SHARON M. DRAPER: The Coretta Scott King Award is a tremendous honor and is something about which, as an African American author, I'm very proud. It's validating that I am recognized by that particular peer group for achieving excellence in that category.
TEACHINGBOOKS: Can you please share a bit about your writing process?
SHARON M. DRAPER: On a typical writing day, I get up at 4:00 in the morning and write nonstop until about 7:00. I feel very fresh first thing in the morning and I can get a lot done. I'll stop and have breakfast. And then I'll go back and I will write all day long. I'll work until Jeopardy! comes on, and then that's enough. I'll get a good night's sleep, and I'll get up the next morning and do the same thing.
My ideal writing time is a whole week with no interruptions at all, no trips to the store, the mall, the post office. The second day I go back, I'll revise what I wrote the first day. The third day I'll revise more, so I'm kind of self-editing as I go. And I'll add new characters, and I may add bits and pieces from the various chapters. If I can do that for a whole month, I've got a pretty good hunk of writing done.
TEACHINGBOOKS: What do you do when you get stuck?
SHARON M. DRAPER: I very rarely get stuck, but when I do, I go shopping.
TEACHINGBOOKS: What do you like to tell teachers when you speak to them?
SHARON M. DRAPER: I tell teachers that what they do is important. Nobody tells them enough that they're doing a wonderful job. They get yelled at because test scores aren't high enough and the kids are misbehaving. So I say, "Look at what your students didn't know in September and look what they know in June.
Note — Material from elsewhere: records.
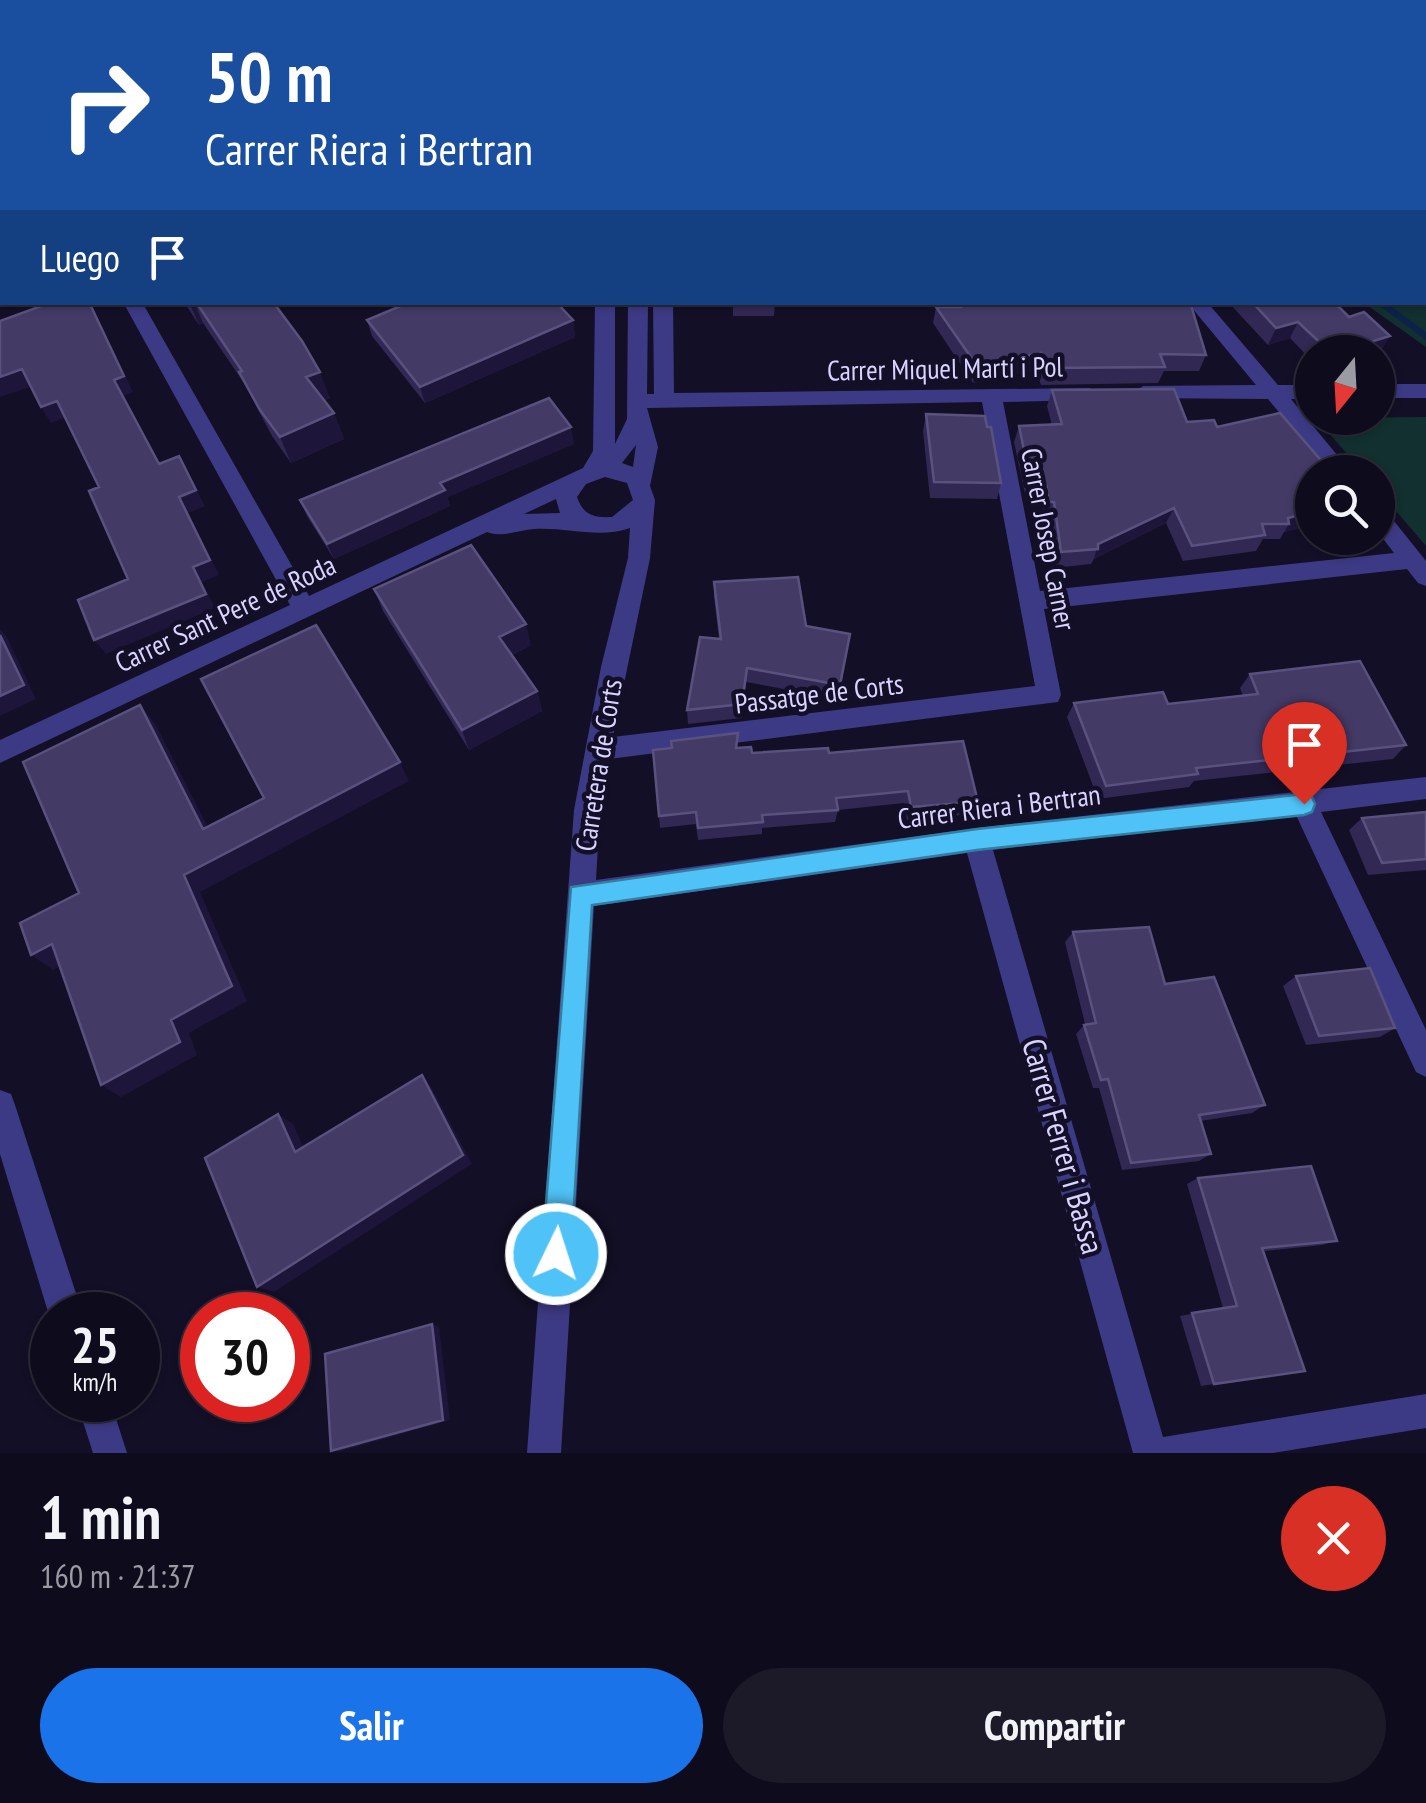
<!DOCTYPE html>
<html lang="es">
<meta charset="utf-8">
<style>
:root{--surface:#0e0b1c;--page:#1c1929;--text:#f1f3f6;--muted:#9b9ba3;--line:#2e2b3b;--accent:#1a73e8}
body{margin:0;font-family:"PT Sans Narrow",sans-serif;background:var(--page);color:var(--text);height:100vh;display:flex;flex-direction:column;font-size:38px;white-space:nowrap}
*{box-sizing:border-box;margin:0}
p{font-size:32px;color:var(--muted)}
.icon{flex:none;width:55px;height:55px;fill:none;stroke:currentColor;stroke-width:2;stroke-linecap:round;stroke-linejoin:round}
.map{position:relative;height:1453px;overflow:hidden}
.sheet{display:flex;flex-direction:column;background:var(--surface);flex:1}
.sheet>*{flex:none}
.banner{position:absolute;left:0px;top:0px;width:1428px;height:305px;box-shadow:0 2px 8px #0004,0 0 0 2px var(--line);background:#1a4fa0;color:#fff;overflow:hidden}
.needle{width:65px;rotate:198deg}
.tools{position:absolute;left:1295px;top:335px;display:grid;gap:20px}
.tools a{display:grid;place-items:center;width:100px;height:100px;border-radius:50%;background:var(--surface);box-shadow:0 2px 8px #0004,0 0 0 2px var(--line);font-size:50px}
.speed{position:absolute;left:30px;top:1292px;display:flex;gap:20px;font-size:50px;font-weight:700;text-align:center}
.speed>*{display:grid;place-content:center;width:130px;height:130px;border-radius:50%;background:var(--surface);box-shadow:0 2px 8px #0004,0 0 0 2px var(--line);line-height:1}
.speed small{font-size:25px;font-weight:400}
.speed .limit{border:15px solid #d22;background:#fff;color:#111}
.pin{position:absolute;display:grid;place-items:center;width:85px;height:85px;color:#fff;margin:-102px -42px;border-radius:50% 50% 50% 0;rotate:-45deg;box-shadow:0 0 10px #0007}
.pin .icon{rotate:45deg}
.me{position:absolute;width:110px;margin:-55px;rotate:4deg;stroke-linejoin:round;filter:drop-shadow(0 0 8px #0008)}
.turn{display:flex;align-items:center;gap:35px;height:210px;padding:0 40px;font-size:45px}
.turn .icon{width:130px;height:130px;stroke-width:2.5}
.turn b{display:block;font-size:70px;line-height:85px}
.then{display:flex;align-items:center;height:95px;padding:0 40px;background:#0003;gap:20px;font-size:38px}
.round{display:grid;place-items:center;flex:none;width:105px;height:105px;border-radius:52px;background:var(--page)}
.summary{display:flex;align-items:center;justify-content:space-between;height:170px;padding:0 40px}
h1{font-size:60px;font-weight:600;line-height:75px}
.primary-button{display:flex;gap:20px;margin-top:auto;padding:20px 40px}
.primary-button a{flex:1;height:115px;border-radius:60px;background:var(--accent);color:#fff;font-size:40px;font-weight:600;line-height:115px;text-align:center}
.primary-button a+a{background:var(--page);color:var(--text)}
.map>svg:first-child{display:block}
</style>
<div class="map">
<svg width="1426" height="1453" viewBox="0 0 1426 1453">
<rect width="100%" height="100%" fill="#130f26"/>
<path fill="#12302f" d="M1426,300V347L1364,303L1425,302Z
M1426,417V546L1378,490V472H1363L1321,424L1324,418Z"/>
<g fill="none" stroke-linecap="round" stroke-linejoin="round">
<path fill="#0c2248" fill-rule="evenodd" d="M0,41H2V46H0Z
M1374,302H1385L1426,332V340Z"/>
<path fill="#3d3a85" fill-rule="evenodd" d="M0,293L2,302L9,303L0,306Z
M123,302H142L309,596L583,468L593,451L595,302H615V444L627,419L628,302H648L647,394H654L653,302H673L674,393L1090,388L1093,393L1083,400L1003,402L1040,591L1394,553L1378,532V509L1386,511L1426,561V586L1418,583L1407,569L1044,609L1061,695L1058,702L609,759L600,810L596,880L977,828L1426,777V799L1321,812L1426,1030V1077L1416,1072L1296,815L993,850L1163,1437L1426,1394V1428L1273,1453H1133L967,853L594,906L561,1453H527L574,810L601,667L628,558L630,528C599,539 567,527 534,529C519,530 502,538 487,532L0,763V740L290,605ZM982,402L1035,686L613,737L650,558L655,500L650,486L658,447L647,408ZM636,445L633,467L622,463ZM605,477L627,483L633,500L612,517C594,518 583,515 577,497L586,484ZM556,499L560,513L524,514Z
M1187,302H1207L1278,385H1312V399H1291L1351,472H1329L1268,399L1136,398L1133,393L1143,386L1256,385Z
M1378,384H1426V398H1378Z
M0,1090L11,1094L15,1105L83,1315H52V1322L49,1315L0,1154Z
M76,1400H110L127,1453H93Z"/>
</g>
<path fill="#312854" d="M184,302H273L330,398L324,400L334,413L344,439L291,463L272,436L244,383L203,323L199,325Z
M733,302H775L774,316H733Z
M955,302H1190L1206,355L1199,371H1164L1158,383L1041,385L1036,370L973,383L933,323L936,307H955Z
M1228,302H1334L1380,353L1312,352V361L1290,338L1268,345Z
M367,320H573L575,337L425,403L372,336Z
M1052,390L1217,427L1312,525L1284,532L1280,539H1263L1256,551L1183,561L1166,523L1094,559L1091,564L1055,568L1048,518H1044L1041,500L1026,499L1014,442L1019,426L1052,425L1047,406Z
M926,414L1001,483L997,499L930,498L923,431Z
M574,444L447,497L450,506L334,559L307,516L300,500Z
M714,582L806,626L850,634L838,699L746,682L742,718L688,724L687,710L719,639L714,597Z
M374,589L531,645L512,655L537,691L542,711L469,750L383,611Z
M1250,674L1406,745L1393,759L1194,781L1189,787L1098,799L1067,717L1074,703L1168,704L1243,696L1240,688Z
M738,748L752,753H829L978,802L973,814L907,820L904,803L838,810L835,822L762,828V834L698,840L696,824L660,828L653,750Z
M1426,812V870L1368,875L1349,830L1362,818Z
M1073,932L1165,984L1265,1105L1252,1113L1200,1121L1211,1154L1199,1161L1122,1170L1099,1088H1093L1076,1034L1085,1024L1065,942Z
M1296,976L1395,1028L1380,1037L1306,1045L1283,986Z
M1198,1178L1337,1241L1322,1245L1264,1251L1305,1371L1201,1386L1180,1316L1223,1308L1187,1184Z"/>
<path fill="#1d163a" d="M2,215V247H0V216Z
M0,255L2,261V275L0,276Z
M89,302L93,308L133,392L123,396L114,380Z
M189,302H194L203,323L199,325Z
M573,320L575,337L425,403L420,387Z
M1298,322L1290,338L1268,345L1276,328Z
M1390,336L1380,353L1378,354V352H1338Z
M1041,353L1036,370L973,383L977,366Z
M22,369L33,386L0,397V377Z
M320,372L330,398L316,404L306,377Z
M57,401L67,417L51,423L41,407Z
M334,413L344,439L291,463L280,437Z
M571,427L574,444L447,497L450,506L334,559L327,544L440,483Z
M179,456L205,506L188,513L219,575L202,582L215,608L106,654L94,640L193,567L179,497Z
M1174,508L1166,523L1094,559L1098,544Z
M1312,512V525L1284,532L1289,524L1288,518Z
M526,624L531,645L505,658L499,637Z
M0,629L7,637L36,699L0,716Z
M537,691L542,711L469,750L462,730Z
M140,705L156,725L218,847L203,829Z
M400,762L409,781L200,892L247,1001L189,1033L197,1055L121,1097L101,1085L171,1020L184,875Z
M52,944L72,959L53,970L31,955Z
M422,1075L431,1087L472,1164L274,1292L257,1287Z
M278,1114L293,1124L310,1162L295,1152Z
M432,1324L439,1327L450,1420L341,1451H331Z"/>
<path fill="#433a66" stroke="#5a527e" stroke-width="2.5" d="M2,45V215L0,216V46Z
M52,302H89L124,376L114,380L159,464L179,456L196,490L179,497L210,560L193,567L206,594L94,640L78,600L128,579L89,491L99,487L57,401L41,407L22,369L0,377V321Z
M196,302H273L302,341L320,372L306,377L334,413L280,437L260,410L239,372L242,371Z
M410,302H556L573,320L420,387L367,320Z
M960,302H1190L1206,355L1160,354L1165,367L1046,368L1041,353L977,366L936,307H961Z
M1252,302H1334L1349,317L1364,312L1390,336L1338,352H1330L1298,322L1276,328Z
M1174,389L1187,422L1214,420L1217,427L1280,413L1331,472H1312V512L1288,518L1289,524H1262L1265,535L1192,546L1174,508L1098,544V549L1061,552L1054,502H1049L1046,484H1031L1019,426L1062,424L1052,390Z
M549,398L571,427L440,483L445,490L327,544L300,500Z
M926,414L985,416L987,427H991L1001,483L934,482Z
M471,545L526,624L499,637L537,691L462,730L374,589Z
M798,577L806,626L850,634L840,685L747,668L742,704L687,710L700,637L721,639L714,582Z
M316,625L400,762L184,875L232,986L171,1020L180,1042L101,1085L52,944L31,955L20,923L79,893L23,762L140,705L203,829L264,798L201,679Z
M0,635L24,685L0,696Z
M1360,661L1406,745L1196,768L1198,774L1106,786L1074,703L1163,692L1168,704L1258,694L1250,674Z
M738,733L736,748L751,747L752,753L828,748L829,753L963,741L978,802L911,807L908,791L836,798L838,810L762,815L763,822L698,828L696,812L659,816L653,750L672,748L671,741Z
M1426,812V859L1382,863L1362,818Z
M1149,927L1165,984L1214,977L1265,1105L1199,1115L1211,1154L1131,1163L1108,1079L1101,1080L1084,1025L1096,1023L1073,932Z
M1370,968L1395,1028L1319,1036L1296,976Z
M422,1075L463,1155L257,1287L205,1158L278,1114L295,1152Z
M1311,1166L1337,1241L1262,1248L1305,1371L1214,1384L1192,1313L1237,1306L1198,1178Z
M432,1324L443,1420L331,1451L325,1354Z"/>
<path fill="#4fc3f7" stroke="#337fa1" stroke-width="2.5" d="M1304,794L1312,797L1315,804L1312,812L1304,815L977,850L592,905L571,1254L567,1264L556,1268L546,1264L542,1254L571,887L977,829Z"/>
<g text-anchor="middle" dominant-baseline="central" stroke-width="9" stroke-linejoin="round" paint-order="stroke">
<g font-size="28" fill="#d9d4ff" stroke="#130f26">
<text transform="translate(945 368) rotate(-1)">Carrer Miquel Martí i Pol</text>
<text transform="translate(1049 539) rotate(79)">Carrer Josep Carner</text>
<text transform="translate(225 613) rotate(-25)">Carrer Sant Pere de Roda</text>
<text transform="translate(819 693) rotate(-7)">Passatge de Corts</text>
<text transform="translate(598 765) rotate(-81)">Carretera de Corts</text>
<text transform="translate(999 806) rotate(-7)">Carrer Riera i Bertran</text>
</g>
<g font-size="32" fill="#d9d4ff" stroke="#130f26">
<text transform="translate(1064 1146) rotate(74)">Carrer Ferrer i Bassa</text>
</g>
</g>
</svg>
<div class="tools">
<a><svg class="needle" viewBox="-14 -14 28 28"><path d="M0-13l5 13h-10z" fill="#e53935"/><path d="M0 13l5-13h-10z" fill="#9b9ba3"/></svg></a>
<a><svg class="icon" aria-label="search" viewBox="0 0 24 24"><circle cx="10" cy="10" r="6"/><path d="M15 15l6 6"/></svg></a>
</div>
<div class="speed"><div>25<small>km/h</small></div><div class="limit">30</div></div>
<div class="pin" style="left:1304px;top:804px;background:#d93025"><svg class="icon" aria-label="arrive" viewBox="0 0 24 24"><path d="M6 21V4h12l-3 4 3 4H6"/></svg></div>
<svg class="me" style="left:556px;top:1254px" viewBox="-20 -20 40 40"><circle r="17" fill="#4fc3f7" stroke="#fff" stroke-width="3"/><path d="M0-11L8 9 0 5-8 9z" fill="#fff"/></svg>
<div class="banner">
<div class="turn"><svg class="icon" aria-label="right" viewBox="0 0 24 24"><path d="M7 20v-9h11M14 6l5 5-5 5"/></svg><div><b>50 m</b>Carrer Riera i Bertran</div></div>
<div class="then">Luego<svg class="icon" aria-label="arrive" viewBox="0 0 24 24"><path d="M6 21V4h12l-3 4 3 4H6"/></svg></div>
</div>
</div>
<section class="sheet">
<div class="summary"><div><h1>1 min</h1><p>160 m · 21:37</p></div><a class="round" style="background:#d93025;color:#fff"><svg class="icon" aria-label="close" viewBox="0 0 24 24"><path d="M6 6l12 12M18 6L6 18"/></svg></a></div>
<div class="primary-button"><a>Salir</a><a>Compartir</a></div>
</section>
You did that." I try to give them inspiration and encouragement.
TEACHINGBOOKS: What do you like to tell students?
SHARON M. DRAPER: I tell them to find their passion, and then find work doing that. If they have a talent or a skill or ability, I say, "There are opportunities for you. If you are a dancer, you can go to college for free on a dance scholarship. You can get a scholarship because you're good on the trumpet." I try to give them specific ways to achieve their goals.
TEACHINGBOOKS: What do you convey to young people who want to write?
SHARON M. DRAPER: If someone comes to me and says, "I am 13 years old and I have written a 456-page book," I tell him or her, "That's wonderful. But when you're 15, you'll be a better writer. Learn your skill. Get really, really good at it. Read every single book in the library and write every single day." What kids need to do at 13 and 15 is to learn the necessary skills so that when they're 23 and 25 that they can get published. They should read good writers and emulate what they do, and read bad writers so they know not to do that.
TEACHINGBOOKS: Have you considered writing novels for adults?
SHARON M. DRAPER: I tried to write an adult book and it was just horrible. I wasn't interested in the mother or the father in the story. I ended up being interested in their young girl. I heard the same question asked of Virginia Hamilton. She said, "My pediatrician takes care of children-that's his specialty. I'm a pediatrician of writing. That's my specialty." So I took that to heart. That's what I do. And I'm not very good at anything else.